Subject to preferences that may be applicable to any outstanding shares of preferred stock, applicable law and the Articles of Incorporation, dividends upon the shares of capital stock of the Company may be declared by the Board at any regular or special meeting of the Board. The holders of the preferred stock are entitled to receive cumulative dividends at a rate of 5% per annum, payable quarterly in cash, or at the Company’s option, such dividends shall be accreted to, and increase, the stated value of the issued preferred stock (“PIK dividends”). Dividends may be paid in cash, in property or in shares of the Company’s capital stock, unless otherwise provided by applicable law or the Articles of Incorporation.
No Preemptive or Similar Rights
Holders of common stock have no conversion, redemption or preemptive rights to subscribe to any securities of the Company. All outstanding shares of common stock are fully paid and nonassessable. Holders of shares of common stock are not liable for further calls or to assessments by the Company.
Conversion of Preferred Stock
After six months from issuance, each share of Series A Preferred Stock is convertible, at the option of the holder, into the number of shares of common stock equal to the quotient of the stated value, as adjusted for PIK dividends, by $0.015, as adjusted for stock splits and dividends.

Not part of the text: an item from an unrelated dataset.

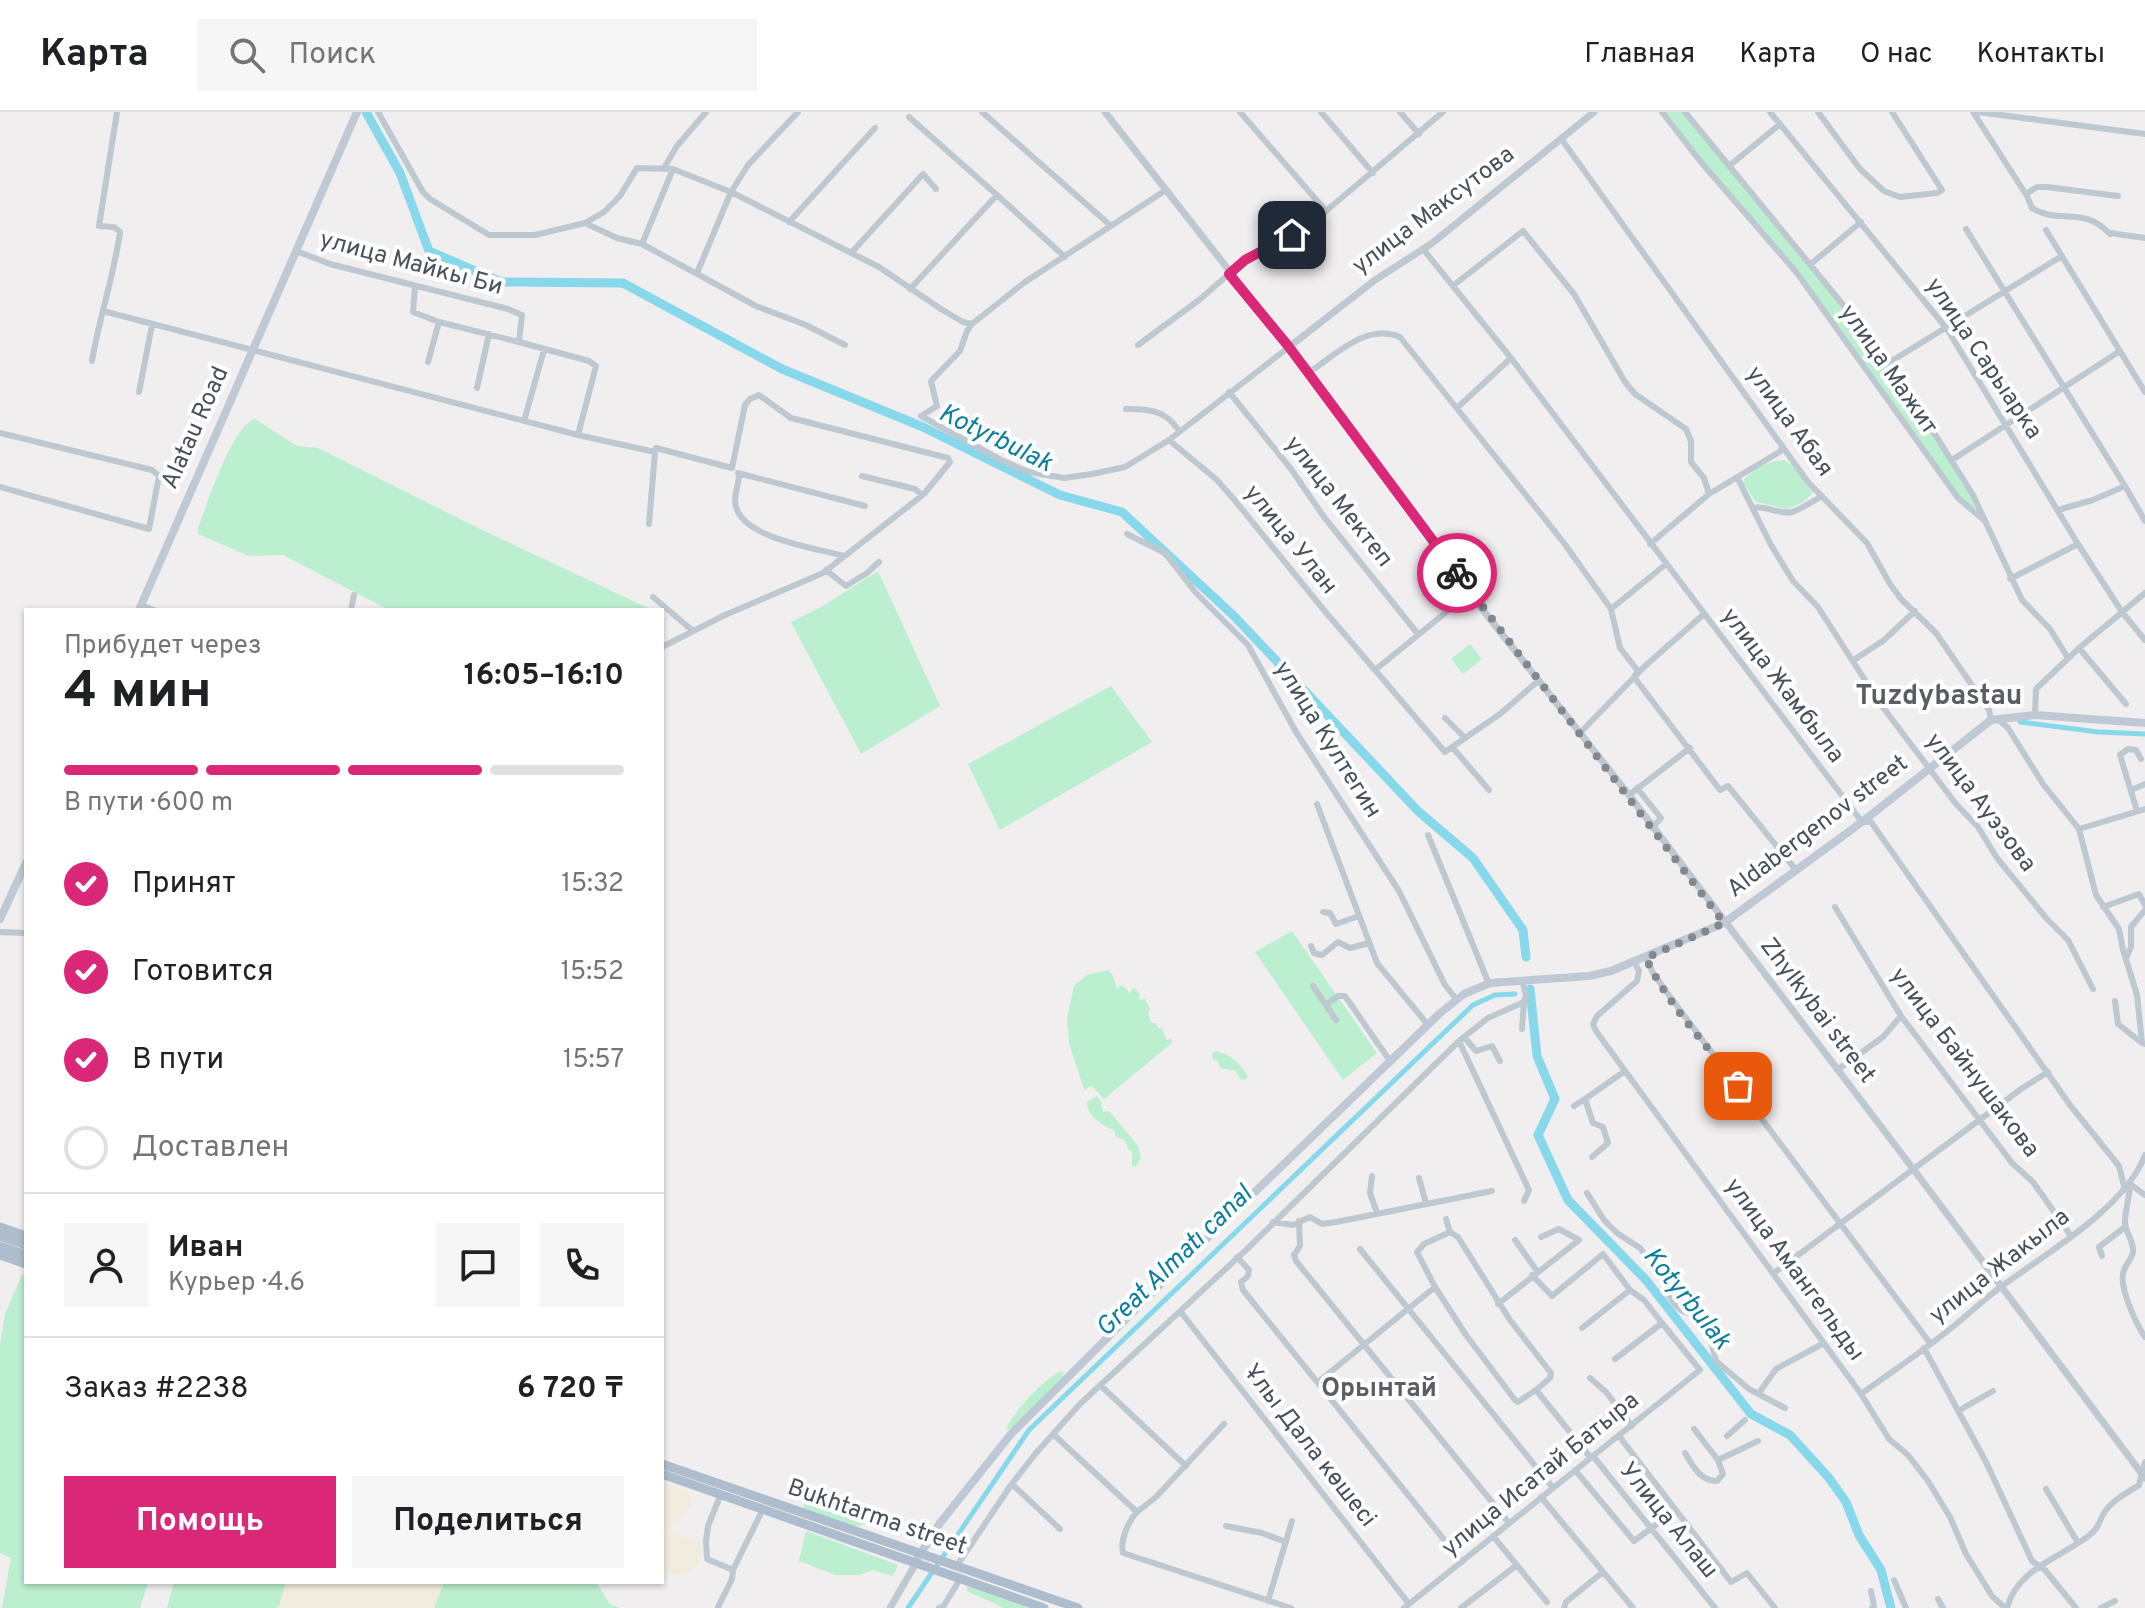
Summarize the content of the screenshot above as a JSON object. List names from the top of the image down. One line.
{"streets":{"main road":["Alatau Road","Aldabergenov street","Bukhtarma street"],"street":["улица Максутова","улица Майкы Би","улица Сарыарка","улица Мажит","улица Абая","улица Мектеп","улица Улан","улица Жамбыла","улица Култегин","улица Ауэзова","Zhylkybai street","улица Байнушакова","улица Жакыла","улица Амангельды","Ұлы Дала көшесі","улица Исатай Батыра","Улица Алаш"]},"crossings":[["улица Максутова","улица Абая"],["улица Максутова","улица Мектеп"],["улица Максутова","улица Улан"],["улица Максутова","улица Жамбыла"],["улица Максутова","Zhylkybai street"],["улица Майкы Би","Alatau Road"],["улица Абая","Aldabergenov street"],["улица Жамбыла","Aldabergenov street"],["улица Жамбыла","улица Жакыла"],["улица Култегин","Aldabergenov street"],["улица Ауэзова","Aldabergenov street"],["Aldabergenov street","Zhylkybai street"],["Aldabergenov street","улица Амангельды"],["Aldabergenov street","Bukhtarma street"],["Zhylkybai street","улица Жакыла"],["улица Байнушакова","улица Жакыла"],["улица Жакыла","улица Амангельды"],["Ұлы Дала көшесі","улица Исатай Батыра"],["улица Исатай Батыра","Улица Алаш"]],"districts":["Tuzdybastau","Орынтай"],"water":["Kotyrbulak","Great Almatı canal"],"page":{"header":"Карта","search":"Поиск","nav":["Главная","Карта","О нас","Контакты"],"heading":["4 мин","Прибудет через","16:05–16:10"],"panel":["Иван","Курьер · 4.6","Заказ #2238","6 720 ₸"],"bar":"В пути · 600 m","list":[["Принят","15:32"],["Готовится","15:52"],["В пути","15:57"],"Доставлен"],"buttons":["Помощь","Поделиться"]}}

After six months from issuance, each share of Series B Preferred Stock is convertible, at the option of the holder, into the number of shares of common stock equal to the quotient of the stated value, as adjusted for PIK dividends, by $0.01, as adjusted for stock splits and dividends.
Upon any liquidation, dissolution or winding-up of the Company, whether voluntary or involuntary, holders of preferred shares shall be entitled to receive out of the assets, whether capital or surplus, of the Company an amount equal to the stated value of the preferred stock and any other fees or liquidated damages then due and owing thereon, for each share of preferred stock, before any distribution or payment shall be made to the holders of any shares of common stock and all other common stock equivalents of the Company, and if the assets of the Company shall be insufficient to pay in full such amounts, then the entire assets to be distributed to the holders of preferred stock shall be ratably distributed in accordance with the respective amounts that would be payable on such shares if all amounts payable thereon were paid in full.
Certain Articles of Incorporation and Bylaws Provisions
Term of Directors. The Bylaws provide that each director shall hold office until a successor is duly elected and qualified or until the director’s earlier death, resignation, disqualification or removal.
Number of Directors. The Bylaws provide that the Board shall consist of not less than one and not more than nine members.
Special Meetings. The Bylaws provide that special meetings of stockholders may be called by the Board, the Chairman of the Board, the President or a committee of the Board duly designated and whose powers and authority include the power to call meetings. Special meetings of the stockholders of the Company may also be called by the holders of at least 30% of all shares entitled to vote at the proposed special meeting.
Takeover Offers. The Bylaws provide that in the event the Company receives a takeover offer, the Board shall consider all relevant factors in evaluating such offer, including, but not limited to, the terms of the offer, and the potential economic and social impact of such offer on the Company's stockholders, employees, customers, creditors and community in which it operates. This provision could have the effect of delaying, deferring or discouraging another party from acquiring control of the Company.